Signaler aux élus les personnes radicalisées ? La proposition d'Emmanuel Macron fait débat
Les maires pourront-ils savoir qui est fiché pour radicalisation islamiste dans leur commune ? Cette proposition esquissée par Emmanuel Macron fait débat parmi les élus locaux et au sein des services de renseignement, qui appellent à bien encadrer l'accès à ces informations confidentielles.
Lors de son discours sur les banlieues mardi 22 mai, le chef de l'Etat a répondu favorablement à une demande formulée de longue date par certains élus : il faut que les préfets "échangent" avec les maires sur les personnes fichées dans leurs villes, a dit Emmanuel Macron, prenant le contrepied du gouvernement précédent.
Les maires doivent connaître les profils "les plus à risque", a-t-il ajouté, en se référant au fichier des signalements pour la prévention de la radicalisation à caractère terroriste (FSPRT) où figurait notamment l'auteur de la récente attaque au couteau à Paris.
Près de 20.000 noms figurent sur ce fichier administratif, qui regroupe aussi bien des suspects judiciarisés ou incarcérés, que des personnes qui présentent des signes de radicalisation, sans avoir été mis en cause. Au total, 11.000 "profils actifs" y sont répertoriés et font l'objet d'une prise en compte des services.
Bruno Beschizza, maire LR d'Aulnay-sous-Bois, s'est félicité de l'annonce présidentielle : "Il y a une prise de conscience d'une attente de certains élus", dit-il à l'AFP.
L'édile de Seine-Saint-Denis est l'un des premiers à avoir fait cette demande, après avoir découvert qu'un complice présumé du tueur de l'Hyper Cacher en 2015 avait été employé en 2010 par la mairie, alors qu'il était connu des services antiterroristes.
"Je ne suis pas là pour faire la police de la pensée au sein de ma mairie, explique l'élu. Ce qui m'intéresse, c'est la notion de dangerosité."
Un avis partagé par Pierre Tebaldini, directeur de cabinet de la mairie de Lagny-sur-Marne. C'est dans cette commune de Seine-et-Marne que la première mosquée a été fermée après les attentats du 13 novembre, en raison des prêches radicaux de ses imams.
L'accès aux fichiers serait "une très bonne chose, dit-il. On pourra recouper cette liste avec celles des clubs sportifs, et aussi celle des employés municipaux, pour s'assurer qu'aucune de ces personnes n'est au contact de jeunes."
Risque de "lynchage"
Mais la mesure fait débat chez beaucoup d'élus. Certains, comme Raphaël Cognet, maire (LR) de Mantes-la-Jolie (Yvelines), disent craindre une mesure "gadget", "un système où les maires ont une information et ne peuvent rien en faire".

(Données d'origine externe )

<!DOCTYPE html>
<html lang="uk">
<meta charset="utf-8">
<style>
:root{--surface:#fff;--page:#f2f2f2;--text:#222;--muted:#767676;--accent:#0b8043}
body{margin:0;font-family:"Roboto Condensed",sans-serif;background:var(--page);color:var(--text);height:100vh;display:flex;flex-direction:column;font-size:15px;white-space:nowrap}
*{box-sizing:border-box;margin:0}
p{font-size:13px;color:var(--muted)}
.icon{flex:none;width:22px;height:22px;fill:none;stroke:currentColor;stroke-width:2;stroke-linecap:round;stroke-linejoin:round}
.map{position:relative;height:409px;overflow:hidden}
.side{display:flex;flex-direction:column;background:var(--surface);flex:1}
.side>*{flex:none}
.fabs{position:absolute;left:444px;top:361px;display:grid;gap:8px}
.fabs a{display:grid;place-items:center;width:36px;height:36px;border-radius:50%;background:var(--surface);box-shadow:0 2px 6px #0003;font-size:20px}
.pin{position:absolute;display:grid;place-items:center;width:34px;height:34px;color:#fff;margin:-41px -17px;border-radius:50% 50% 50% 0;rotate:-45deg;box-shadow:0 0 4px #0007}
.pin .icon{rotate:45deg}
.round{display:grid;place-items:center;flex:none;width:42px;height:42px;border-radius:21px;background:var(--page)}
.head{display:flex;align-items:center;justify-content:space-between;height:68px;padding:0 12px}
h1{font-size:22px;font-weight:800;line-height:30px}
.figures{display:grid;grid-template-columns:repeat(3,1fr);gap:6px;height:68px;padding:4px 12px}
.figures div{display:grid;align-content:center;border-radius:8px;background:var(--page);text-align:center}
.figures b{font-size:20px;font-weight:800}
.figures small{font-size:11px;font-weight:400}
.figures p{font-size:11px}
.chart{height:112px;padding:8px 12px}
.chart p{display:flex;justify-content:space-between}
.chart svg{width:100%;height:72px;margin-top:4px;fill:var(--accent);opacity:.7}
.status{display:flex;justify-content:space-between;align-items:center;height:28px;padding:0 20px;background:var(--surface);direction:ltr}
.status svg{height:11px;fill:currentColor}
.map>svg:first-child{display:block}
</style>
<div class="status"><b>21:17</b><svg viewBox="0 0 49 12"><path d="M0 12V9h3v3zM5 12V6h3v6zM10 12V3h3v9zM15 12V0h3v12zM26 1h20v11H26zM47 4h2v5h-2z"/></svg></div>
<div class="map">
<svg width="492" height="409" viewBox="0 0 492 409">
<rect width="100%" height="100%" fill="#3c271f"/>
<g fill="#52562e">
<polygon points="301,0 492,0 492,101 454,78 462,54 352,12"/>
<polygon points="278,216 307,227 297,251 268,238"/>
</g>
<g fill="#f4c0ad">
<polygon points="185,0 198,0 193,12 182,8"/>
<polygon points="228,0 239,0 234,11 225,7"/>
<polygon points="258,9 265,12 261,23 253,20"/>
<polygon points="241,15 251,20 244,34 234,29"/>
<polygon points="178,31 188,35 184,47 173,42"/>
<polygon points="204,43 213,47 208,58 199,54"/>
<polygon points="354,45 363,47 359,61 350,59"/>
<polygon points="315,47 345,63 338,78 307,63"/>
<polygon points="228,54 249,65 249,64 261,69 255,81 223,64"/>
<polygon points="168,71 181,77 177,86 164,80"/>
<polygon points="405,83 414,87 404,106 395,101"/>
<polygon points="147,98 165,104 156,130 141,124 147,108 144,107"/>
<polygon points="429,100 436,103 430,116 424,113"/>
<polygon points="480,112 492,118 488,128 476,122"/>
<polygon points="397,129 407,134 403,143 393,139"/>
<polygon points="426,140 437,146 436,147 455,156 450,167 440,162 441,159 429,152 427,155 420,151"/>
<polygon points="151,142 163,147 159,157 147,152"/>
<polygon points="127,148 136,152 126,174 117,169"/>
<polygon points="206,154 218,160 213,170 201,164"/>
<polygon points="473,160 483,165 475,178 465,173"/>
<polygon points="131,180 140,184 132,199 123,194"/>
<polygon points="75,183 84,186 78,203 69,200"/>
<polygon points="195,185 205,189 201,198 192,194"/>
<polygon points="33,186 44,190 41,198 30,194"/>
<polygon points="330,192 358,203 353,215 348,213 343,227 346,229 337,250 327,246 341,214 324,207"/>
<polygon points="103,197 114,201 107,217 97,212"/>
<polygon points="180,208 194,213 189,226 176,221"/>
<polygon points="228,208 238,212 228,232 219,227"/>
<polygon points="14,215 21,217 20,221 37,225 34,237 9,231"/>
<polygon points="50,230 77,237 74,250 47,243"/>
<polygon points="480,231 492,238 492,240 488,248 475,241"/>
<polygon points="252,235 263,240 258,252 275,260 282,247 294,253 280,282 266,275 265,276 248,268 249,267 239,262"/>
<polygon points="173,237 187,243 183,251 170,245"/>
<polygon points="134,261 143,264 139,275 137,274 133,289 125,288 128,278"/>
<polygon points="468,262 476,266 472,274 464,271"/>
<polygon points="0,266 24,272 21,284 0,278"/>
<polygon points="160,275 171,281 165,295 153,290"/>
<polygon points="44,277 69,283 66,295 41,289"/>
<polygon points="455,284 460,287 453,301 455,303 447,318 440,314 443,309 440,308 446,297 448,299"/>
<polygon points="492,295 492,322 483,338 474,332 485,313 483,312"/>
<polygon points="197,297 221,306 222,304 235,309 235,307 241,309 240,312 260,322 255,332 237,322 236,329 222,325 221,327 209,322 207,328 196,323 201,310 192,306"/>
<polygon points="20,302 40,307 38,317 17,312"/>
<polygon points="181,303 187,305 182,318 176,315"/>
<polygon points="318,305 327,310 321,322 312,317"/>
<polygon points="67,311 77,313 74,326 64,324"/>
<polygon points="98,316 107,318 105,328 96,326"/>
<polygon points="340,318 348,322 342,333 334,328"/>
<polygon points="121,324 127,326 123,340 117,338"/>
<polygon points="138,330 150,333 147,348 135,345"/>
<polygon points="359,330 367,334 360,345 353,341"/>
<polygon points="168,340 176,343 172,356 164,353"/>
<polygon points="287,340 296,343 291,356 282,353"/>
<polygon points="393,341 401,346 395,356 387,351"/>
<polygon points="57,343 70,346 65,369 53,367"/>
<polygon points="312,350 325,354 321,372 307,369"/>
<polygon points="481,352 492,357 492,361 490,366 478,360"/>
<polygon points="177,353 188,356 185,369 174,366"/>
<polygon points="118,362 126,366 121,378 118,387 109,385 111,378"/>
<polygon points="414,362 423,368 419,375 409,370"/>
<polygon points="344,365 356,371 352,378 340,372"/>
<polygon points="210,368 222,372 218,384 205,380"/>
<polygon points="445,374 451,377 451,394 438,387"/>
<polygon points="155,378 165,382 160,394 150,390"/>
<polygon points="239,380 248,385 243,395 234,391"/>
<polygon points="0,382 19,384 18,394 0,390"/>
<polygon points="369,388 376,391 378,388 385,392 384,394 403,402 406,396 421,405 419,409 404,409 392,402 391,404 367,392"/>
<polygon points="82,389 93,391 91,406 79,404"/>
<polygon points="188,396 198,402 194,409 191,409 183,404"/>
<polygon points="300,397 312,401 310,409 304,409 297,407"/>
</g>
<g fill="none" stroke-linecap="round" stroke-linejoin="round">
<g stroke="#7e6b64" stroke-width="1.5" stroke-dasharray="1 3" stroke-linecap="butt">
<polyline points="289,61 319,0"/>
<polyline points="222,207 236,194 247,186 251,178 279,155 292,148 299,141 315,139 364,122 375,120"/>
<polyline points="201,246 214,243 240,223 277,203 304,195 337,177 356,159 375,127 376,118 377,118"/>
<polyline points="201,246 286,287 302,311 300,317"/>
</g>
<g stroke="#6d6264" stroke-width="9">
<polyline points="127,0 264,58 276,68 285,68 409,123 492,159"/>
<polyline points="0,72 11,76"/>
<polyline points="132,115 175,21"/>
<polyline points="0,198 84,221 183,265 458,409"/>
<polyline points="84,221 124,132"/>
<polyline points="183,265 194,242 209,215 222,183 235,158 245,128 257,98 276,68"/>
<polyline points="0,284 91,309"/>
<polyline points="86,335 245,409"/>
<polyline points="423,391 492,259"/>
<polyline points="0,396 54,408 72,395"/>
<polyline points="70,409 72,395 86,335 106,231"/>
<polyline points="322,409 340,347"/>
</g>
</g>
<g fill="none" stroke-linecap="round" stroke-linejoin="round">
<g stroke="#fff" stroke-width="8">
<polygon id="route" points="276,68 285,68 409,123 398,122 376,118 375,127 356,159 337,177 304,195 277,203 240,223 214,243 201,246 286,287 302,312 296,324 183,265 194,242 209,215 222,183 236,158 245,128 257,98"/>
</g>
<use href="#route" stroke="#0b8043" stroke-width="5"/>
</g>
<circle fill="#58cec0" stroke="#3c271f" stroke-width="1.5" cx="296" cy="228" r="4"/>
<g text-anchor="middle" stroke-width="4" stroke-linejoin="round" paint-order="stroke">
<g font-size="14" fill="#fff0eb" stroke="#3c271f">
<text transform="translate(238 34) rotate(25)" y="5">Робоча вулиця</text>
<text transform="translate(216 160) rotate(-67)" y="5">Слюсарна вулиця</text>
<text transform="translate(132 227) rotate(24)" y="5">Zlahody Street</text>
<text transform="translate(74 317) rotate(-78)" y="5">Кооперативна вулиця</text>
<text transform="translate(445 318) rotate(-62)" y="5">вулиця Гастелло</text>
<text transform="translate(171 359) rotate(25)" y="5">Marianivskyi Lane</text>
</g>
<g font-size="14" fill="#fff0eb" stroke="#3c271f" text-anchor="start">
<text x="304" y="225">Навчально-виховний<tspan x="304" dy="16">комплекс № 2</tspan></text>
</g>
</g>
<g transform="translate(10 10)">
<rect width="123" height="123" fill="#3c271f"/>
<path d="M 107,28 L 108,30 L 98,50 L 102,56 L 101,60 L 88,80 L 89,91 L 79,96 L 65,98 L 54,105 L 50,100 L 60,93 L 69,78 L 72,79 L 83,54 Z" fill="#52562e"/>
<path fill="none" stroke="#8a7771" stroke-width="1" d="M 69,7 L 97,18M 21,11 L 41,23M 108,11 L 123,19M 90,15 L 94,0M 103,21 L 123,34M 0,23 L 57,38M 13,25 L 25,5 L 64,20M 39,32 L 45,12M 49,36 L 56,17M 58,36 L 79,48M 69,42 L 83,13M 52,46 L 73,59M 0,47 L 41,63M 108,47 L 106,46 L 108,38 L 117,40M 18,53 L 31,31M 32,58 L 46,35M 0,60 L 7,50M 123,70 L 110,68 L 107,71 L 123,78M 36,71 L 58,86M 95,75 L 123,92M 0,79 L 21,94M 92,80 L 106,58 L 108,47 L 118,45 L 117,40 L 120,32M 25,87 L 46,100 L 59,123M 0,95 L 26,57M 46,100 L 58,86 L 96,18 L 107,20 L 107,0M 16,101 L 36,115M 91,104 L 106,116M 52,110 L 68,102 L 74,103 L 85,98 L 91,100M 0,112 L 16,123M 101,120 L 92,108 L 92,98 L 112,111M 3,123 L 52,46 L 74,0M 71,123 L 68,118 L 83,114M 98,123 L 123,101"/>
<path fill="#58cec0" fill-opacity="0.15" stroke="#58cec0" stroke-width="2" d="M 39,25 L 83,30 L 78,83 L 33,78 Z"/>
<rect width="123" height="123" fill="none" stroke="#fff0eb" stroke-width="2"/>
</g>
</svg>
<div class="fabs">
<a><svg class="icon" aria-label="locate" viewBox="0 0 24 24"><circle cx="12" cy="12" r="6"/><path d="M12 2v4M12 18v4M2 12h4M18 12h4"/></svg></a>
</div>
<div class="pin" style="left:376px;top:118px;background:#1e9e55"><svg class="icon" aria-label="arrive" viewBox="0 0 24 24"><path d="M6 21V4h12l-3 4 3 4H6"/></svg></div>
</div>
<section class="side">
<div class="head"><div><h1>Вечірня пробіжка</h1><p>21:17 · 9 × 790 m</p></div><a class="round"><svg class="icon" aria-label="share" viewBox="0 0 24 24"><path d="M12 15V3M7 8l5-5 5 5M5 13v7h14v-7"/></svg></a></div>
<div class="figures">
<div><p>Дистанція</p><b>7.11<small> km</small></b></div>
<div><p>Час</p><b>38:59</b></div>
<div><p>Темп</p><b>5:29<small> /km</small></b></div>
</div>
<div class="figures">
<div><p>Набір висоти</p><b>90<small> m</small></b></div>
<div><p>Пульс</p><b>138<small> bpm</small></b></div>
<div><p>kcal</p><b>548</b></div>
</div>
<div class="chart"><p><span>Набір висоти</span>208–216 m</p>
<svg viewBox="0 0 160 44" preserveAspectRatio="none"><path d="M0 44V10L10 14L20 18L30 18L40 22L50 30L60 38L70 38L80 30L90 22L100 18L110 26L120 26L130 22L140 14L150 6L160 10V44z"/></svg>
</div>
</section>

Autre risque pour les maires mis au secret : devoir porter "une responsabilité qui n'est pas la leur", prévient Sylvine Thomassin, maire PS de Bondy (Seine-Saint-Denis). "Si un drame survient, on va dire 'le maire était au courant et n'a rien fait', mais le maire ne pouvait rien faire, il n'a pas de prise sur la sécurité publique."
"Sur le principe, je ne suis pas hostile", complète François Garay, maire
(DVG) des Mureaux (Yvelines), "mais je pense qu'il faut bien dissocier ce qui est le pouvoir de l'Etat, le procureur, la police, et le pouvoir que nous, élus, avons".
Il faut aussi former les élus "à gérer l'information", prévient Pierre Tebaldini. Il ne faut pas "balancer de noms sur la place publique. Car le risque de lynchage existe aussi".
Un problème également pointé par une source au ministère de l'Intérieur. Certains maires "peuvent paniquer, d'autres peuvent dire qu'il y en a trop, d'autres encore pourront avoir une utilisation politicienne de ces informations".
Mais la mesure doit aussi être utile aux services de renseignement. L'un des enjeux est de "compléter le suivi de certains individus par un suivi pluridisciplinaire" notamment par les services sociaux, explique une autre source au ministère. Des échanges existent d'ailleurs déjà avec les autorités locales sur certaines personnes fichées.
"On a un intérêt à ce qu'il y ait un maximum de gens autour des personnes radicalisées qui sont en 'bas du spectre'", pour avoir des informations sur la façon dont elles évoluent", ajoute aussi une source proche du dossier, qui met toutefois en garde contre des échanges d'informations trop poussées.
"Le risque serait d'être contraint de donner toutes les infos ou qu'elles parviennent aux personnes fichées", dit cette source.
"Il y a forcément des choses qui devront rester confidentielles", abonde une des sources au ministère.